David Spiegel escribe que “la belleza y la tragedia están inexorablemente entrelazadas en las personas con enfermedades graves”. Al mismo tiempo que la vida se torna más difícil, se torna también más linda y dulce. Las personas conviviendo con enfermedades graves generalmente experimentan una mezcla de sufrimiento y bendición. En el Seder, existen varias situaciones en que combinamos el sentido de lo agradable con el de dificultad: con el karpas y el agua salada, comiendo raíz amarga con jaroset dulce (mezcla de manzanas, nueces y vino simbolizando la argamasa de ladrillos que los esclavos hacían); al comer matzá que es al mismo tiempo algo muy simple ”el pan de las personas pobres”, hecho apenas con lo básico, agua y harina, pero que es nuestro símbolo de libertad; y mismo al tomar las cuatro copas de vino, que son nuestro símbolo de felicidad y alegría, pero que pueden fácilmente tornarse fuente de falta de moderación y vicio.
Muchas veces, extraemos bendiciones a partir de circunstancias de dolor. Al sumergir la verdura en agua salada puedes querer preguntarles a las personas reunidas en la mesa del Seder par que compartan en voz alta o para que reflexionen silenciosamente sobre los despertares y renacimientos que experimentaron en el rastro de alguna dificultad.

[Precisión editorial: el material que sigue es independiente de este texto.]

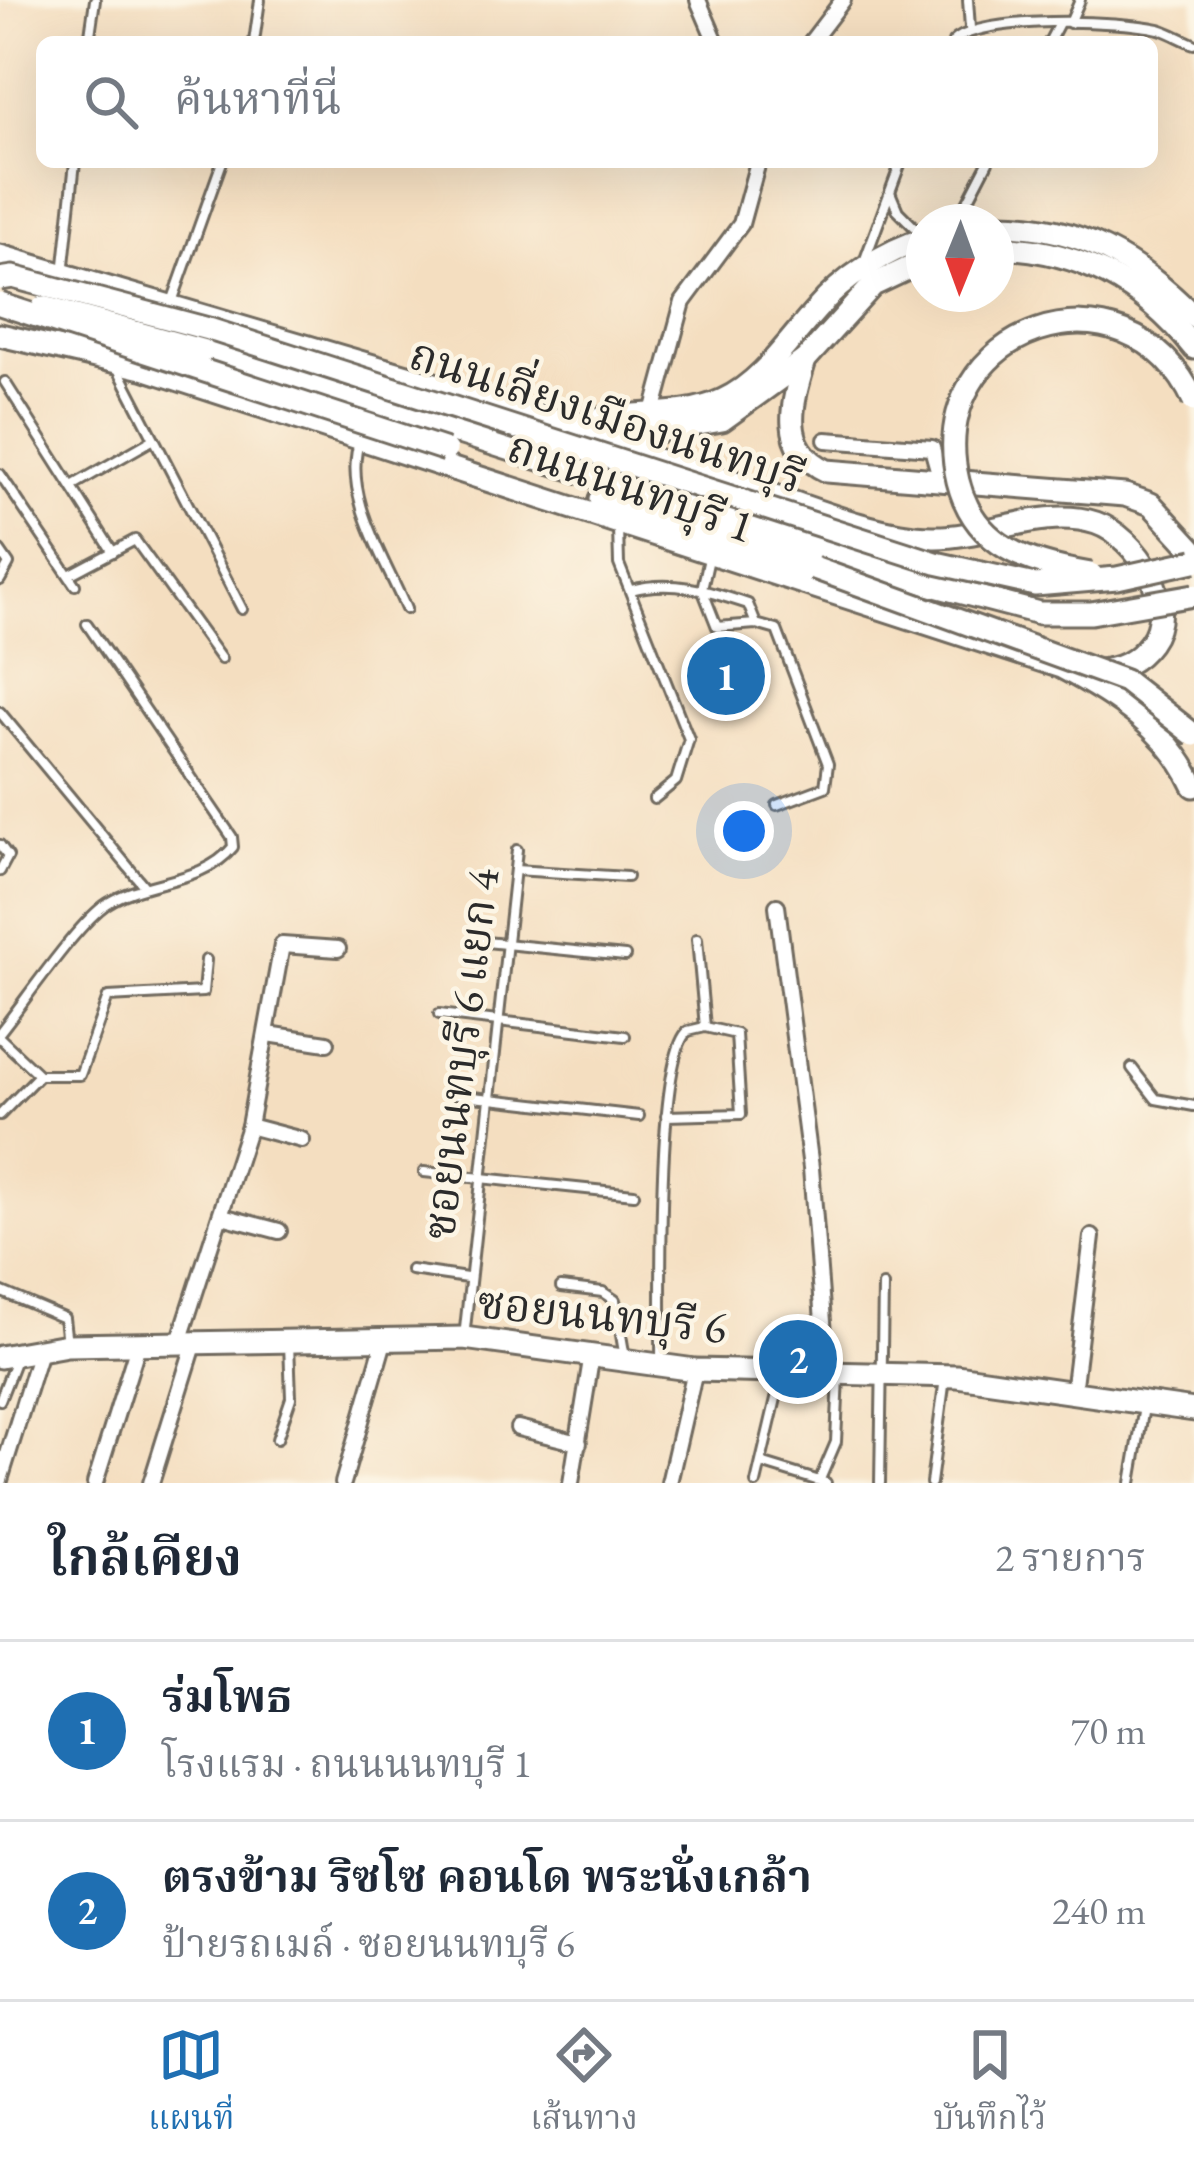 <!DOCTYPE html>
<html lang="th">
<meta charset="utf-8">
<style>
body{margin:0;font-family:"EB Garamond","Noto Serif Thai",serif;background:#f6f6f7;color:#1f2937}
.compass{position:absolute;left:906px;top:204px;width:108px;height:108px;border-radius:50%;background:#fff;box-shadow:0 12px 48px #0002;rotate:181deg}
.you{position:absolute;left:744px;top:831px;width:42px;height:42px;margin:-30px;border:9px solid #fff;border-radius:50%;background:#1a73e8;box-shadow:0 0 0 18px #1a73e833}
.badge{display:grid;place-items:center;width:78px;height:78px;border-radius:50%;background:#1f6fb2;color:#fff;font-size:39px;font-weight:700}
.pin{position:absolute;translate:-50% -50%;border:6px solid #fff;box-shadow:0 3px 12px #0006}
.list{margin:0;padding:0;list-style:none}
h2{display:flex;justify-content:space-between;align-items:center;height:156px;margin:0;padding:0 48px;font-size:51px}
h2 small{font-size:39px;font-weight:400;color:#747a83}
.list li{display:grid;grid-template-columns:78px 1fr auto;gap:36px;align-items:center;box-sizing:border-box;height:180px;padding:0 48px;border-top:3px solid #e0e1e3}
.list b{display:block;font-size:45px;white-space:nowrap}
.list p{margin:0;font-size:39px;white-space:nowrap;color:#747a83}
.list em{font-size:39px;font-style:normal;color:#747a83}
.icon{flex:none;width:66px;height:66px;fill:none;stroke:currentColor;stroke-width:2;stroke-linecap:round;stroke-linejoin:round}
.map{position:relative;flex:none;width:1194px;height:1483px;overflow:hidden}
.search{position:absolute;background:#fff;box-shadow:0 12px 48px #0002;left:36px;right:36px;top:36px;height:132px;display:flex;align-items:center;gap:30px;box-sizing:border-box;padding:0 42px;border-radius:18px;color:#747a83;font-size:45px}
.sheet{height:516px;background:#fff}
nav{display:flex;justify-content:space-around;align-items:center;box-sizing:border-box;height:168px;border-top:3px solid #e0e1e3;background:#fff;font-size:33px;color:#747a83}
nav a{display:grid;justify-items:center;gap:6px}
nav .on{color:#1f6fb2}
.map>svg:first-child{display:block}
</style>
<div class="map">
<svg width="1194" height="1483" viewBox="0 0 1194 1483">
<rect width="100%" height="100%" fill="#fcf5e5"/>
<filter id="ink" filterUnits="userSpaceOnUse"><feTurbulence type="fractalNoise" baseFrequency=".00833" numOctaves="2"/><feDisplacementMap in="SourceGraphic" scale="24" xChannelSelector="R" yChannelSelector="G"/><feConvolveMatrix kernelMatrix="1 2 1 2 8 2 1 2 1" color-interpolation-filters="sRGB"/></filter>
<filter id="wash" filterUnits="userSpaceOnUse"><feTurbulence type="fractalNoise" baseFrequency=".004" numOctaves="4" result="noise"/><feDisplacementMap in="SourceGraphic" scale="48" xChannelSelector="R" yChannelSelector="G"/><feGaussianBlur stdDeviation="2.7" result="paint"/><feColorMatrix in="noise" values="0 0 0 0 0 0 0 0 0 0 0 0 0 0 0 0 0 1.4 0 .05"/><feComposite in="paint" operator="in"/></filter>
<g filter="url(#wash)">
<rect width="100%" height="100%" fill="#f4dec0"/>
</g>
<g filter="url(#ink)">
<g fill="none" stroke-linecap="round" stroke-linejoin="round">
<g stroke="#716a5f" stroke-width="14">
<g id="lane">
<path d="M 968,0 L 970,28"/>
<path d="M 1070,23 L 1080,0"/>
<path d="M 89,42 L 95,0"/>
<path d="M 254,42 L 260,0"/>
<path d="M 953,42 C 978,15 1120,20 1159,29 C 1170,32 1183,40 1194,44"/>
<path d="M 1049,42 L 1058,25"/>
<path d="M 890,192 L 898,211 L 923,236"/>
<path d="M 957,222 L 988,162"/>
<path d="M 864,262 L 901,162"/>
<path d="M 63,274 L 75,162"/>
<path d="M 172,302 L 222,162"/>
<path d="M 116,365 L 242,609"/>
<path d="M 5,382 L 113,552"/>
<path d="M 360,439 C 341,494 385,559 406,609"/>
<path d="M 0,474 L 75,585"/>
<path d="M 72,486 L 154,439"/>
<path d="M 618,527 L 619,564 L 689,739 L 676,781 L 654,799"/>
<path d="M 0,551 L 9,564 L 0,580"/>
<path d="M 710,554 L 702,589 L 717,627 L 756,624 L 777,630 L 828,764 L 825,787 L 777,805"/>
<path d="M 69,575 L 135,540 L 221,659"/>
<path d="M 631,590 C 672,579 709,591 748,604 L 756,624"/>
<path d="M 0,712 L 144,886"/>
<path d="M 0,845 L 8,856 L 0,871"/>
<path d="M 515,870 L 627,877"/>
<path d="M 697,939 L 705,1027"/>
<path d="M 476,941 L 625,956"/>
<path d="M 439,1014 L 625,1036"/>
<path d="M 0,1032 C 25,1001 78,922 108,903 C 146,879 203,884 233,847 L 232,837 L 87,624"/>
<path d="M 0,1038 L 39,1075"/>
<path d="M 1132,1068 L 1156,1099 L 1194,1106"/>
<path d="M 447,1094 L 639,1116"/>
<path d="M 0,1115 L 39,1075 L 80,1075 L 108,997 L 203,992 L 206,960"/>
<path d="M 424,1172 L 634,1194"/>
<path d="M 411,1270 L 467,1278"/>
<path d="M 561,1287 L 603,1292 L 615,1300 L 625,1358"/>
<path d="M 0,1291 L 64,1318 L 67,1343"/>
<path d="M 464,1338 L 517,850"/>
<path d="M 661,1363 C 662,1308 655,1058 688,1031 L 705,1027 L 736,1034 L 741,1114 L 666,1116"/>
<path d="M 0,1400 L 16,1359"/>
<path d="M 277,1439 L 291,1398 L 289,1343"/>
<path d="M 761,1463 L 826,1483"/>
<path d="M 821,1477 L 836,1442 L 839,1375"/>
<path d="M 756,1483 L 782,1373"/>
<path d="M 880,1483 L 883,1286"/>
<path d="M 931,1483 L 945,1378"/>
<path d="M 1131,1483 L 1144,1407"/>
</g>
</g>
<g stroke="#716a5f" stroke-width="20">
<g id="street">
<path d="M 698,0 L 716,42"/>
<path d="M 811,42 L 843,0"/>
<path d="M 652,416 L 683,302 L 741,224 L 758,162"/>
<path d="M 826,440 L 932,448 L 941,480"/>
<path d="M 777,906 L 811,1168 L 827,1373"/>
<path d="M 268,1034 L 327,1043"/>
<path d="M 249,1126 L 302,1140"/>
<path d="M 222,1216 L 279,1231"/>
<path d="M 178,1345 L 249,1126 L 282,945 L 338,949"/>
<path d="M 1073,1393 L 1092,1237"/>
<path d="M 518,1428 L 579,1443"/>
<path d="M 0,1480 L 41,1348"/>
<path d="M 95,1483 L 138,1345"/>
<path d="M 151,1483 L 194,1345"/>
<path d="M 343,1483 L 385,1338"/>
<path d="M 571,1483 L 592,1354"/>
<path d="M 669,1483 L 695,1370"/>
</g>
</g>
<g stroke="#716a5f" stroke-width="27">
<g id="secondary">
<path d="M 996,225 C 1078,224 1138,260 1194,317"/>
<path d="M 996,247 C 1079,249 1143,284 1194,348"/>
<path d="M 0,256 L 577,426 L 607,440 L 722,420 L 805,360 L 873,285 L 924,261"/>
<path d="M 0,335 L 143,368 L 1061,667 C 1114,695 1168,729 1194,786"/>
<path d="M 204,351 L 928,584 L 1039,613"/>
<path d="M 805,360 C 792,403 778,448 827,471 L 1125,495 L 1151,504 L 1194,551"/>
<path d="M 577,426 C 622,407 676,422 723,400 C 761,383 789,340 816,310 C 843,278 885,251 924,239"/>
<path d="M 607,440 C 643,460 690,468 729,480 C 789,499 873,537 933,537 C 987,538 1043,506 1096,523 C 1137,537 1179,604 1150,643 C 1136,662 1119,670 1096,671"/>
<path d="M 600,499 L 828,573"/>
<path d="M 0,1357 L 67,1345 L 464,1338 L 695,1370 L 957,1376 L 1194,1410"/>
</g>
</g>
<use href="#lane" stroke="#fff" stroke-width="8"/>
<use href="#street" stroke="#fff" stroke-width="14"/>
<use href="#secondary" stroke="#fff" stroke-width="21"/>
<g stroke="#716a5f" stroke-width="27" stroke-linecap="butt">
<g id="secondary-bridge">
<path d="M 0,279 L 13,277 L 212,330 L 936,563 L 1035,585 L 1117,578 L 1194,561"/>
<path d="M 0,304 L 446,450"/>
<path d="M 43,307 L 204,351"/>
<path d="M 814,568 L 1125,681 L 1194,735"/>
<path d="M 1091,574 C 1029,564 974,547 958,481 C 922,328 1128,258 1194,401"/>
<path d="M 1039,613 L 1091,613 L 1194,595"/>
</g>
</g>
<use href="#secondary-bridge" stroke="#fff" stroke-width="21"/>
</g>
</g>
<g text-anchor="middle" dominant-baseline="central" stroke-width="9" stroke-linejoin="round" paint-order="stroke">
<g font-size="45" fill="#2b2b2b" stroke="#fcf5e5">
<text transform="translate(607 415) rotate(18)">ถนนเลี่ยงเมืองนนทบุรี</text>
<text transform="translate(631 486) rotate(19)">ถนนนนทบุรี 1</text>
<text transform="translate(460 1054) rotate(-83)">ซอยนนทบุรี 6 แยก 4</text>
<text transform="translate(602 1314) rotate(6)">ซอยนนทบุรี 6</text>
</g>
</g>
</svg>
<svg class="compass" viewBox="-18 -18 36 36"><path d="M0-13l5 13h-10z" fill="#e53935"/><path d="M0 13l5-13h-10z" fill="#747a83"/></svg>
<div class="you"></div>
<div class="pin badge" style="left:726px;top:676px">1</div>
<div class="pin badge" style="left:798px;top:1359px">2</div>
<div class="search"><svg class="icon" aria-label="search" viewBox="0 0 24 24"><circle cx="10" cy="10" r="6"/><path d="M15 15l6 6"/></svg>ค้นหาที่นี่</div>
</div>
<section class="sheet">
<h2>ใกล้เคียง<small>2 รายการ</small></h2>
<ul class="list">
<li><span class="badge">1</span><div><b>ร่มโพธ</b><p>โรงแรม · ถนนนนทบุรี 1</p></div><em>70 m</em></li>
<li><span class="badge">2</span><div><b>ตรงข้าม ริซโซ คอนโด พระนั่งเกล้า</b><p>ป้ายรถเมล์ · ซอยนนทบุรี 6</p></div><em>240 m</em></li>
</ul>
</section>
<nav>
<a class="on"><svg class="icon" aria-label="map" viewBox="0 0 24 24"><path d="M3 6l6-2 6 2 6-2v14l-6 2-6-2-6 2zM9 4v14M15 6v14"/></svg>แผนที่</a>
<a><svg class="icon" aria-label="directions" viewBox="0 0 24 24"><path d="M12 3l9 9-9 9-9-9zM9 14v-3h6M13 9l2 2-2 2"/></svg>เส้นทาง</a>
<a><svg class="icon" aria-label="saved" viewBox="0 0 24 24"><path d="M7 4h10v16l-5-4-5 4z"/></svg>บันทึกไว้</a>
</nav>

Este es el pan de la aflicción
La Matzá es llamada de pan de la aflicción. Al inicio del Seder nos levantamos y convidamos todos los hambrientos para que se unan a nosotros en esta comida cuya pieza principal es el pan de la aflicción (¡pero que invitación!). Al hacer eso, recordamos que todos nuestros antepasados comieron este pan porque estaban en un aprieto (un modo de jugar con la palabra hebrea para Egipto, Mitzrai; metzar es la palabra para un lugar estrecho).
Consideramos que nosotros mismos fuimos anteriormente esclavizados, comemos este mismo pan y entonces conocemos la liberación.” En cada generación, toda persona es obligada a verse como si realmente hubiera salido de Egipto”.La esencia del Seder es que nos sintamos, probemos y nos coloquemos en las almas de nuestros antepasados sintiendo sus dolores y sus anhelos, experimentando su liberación en nuestros cuerpos y en nuestras almas.
Comprendemos la aspiración universal de salir del cautiverio físico y espiritual hacia la libertad.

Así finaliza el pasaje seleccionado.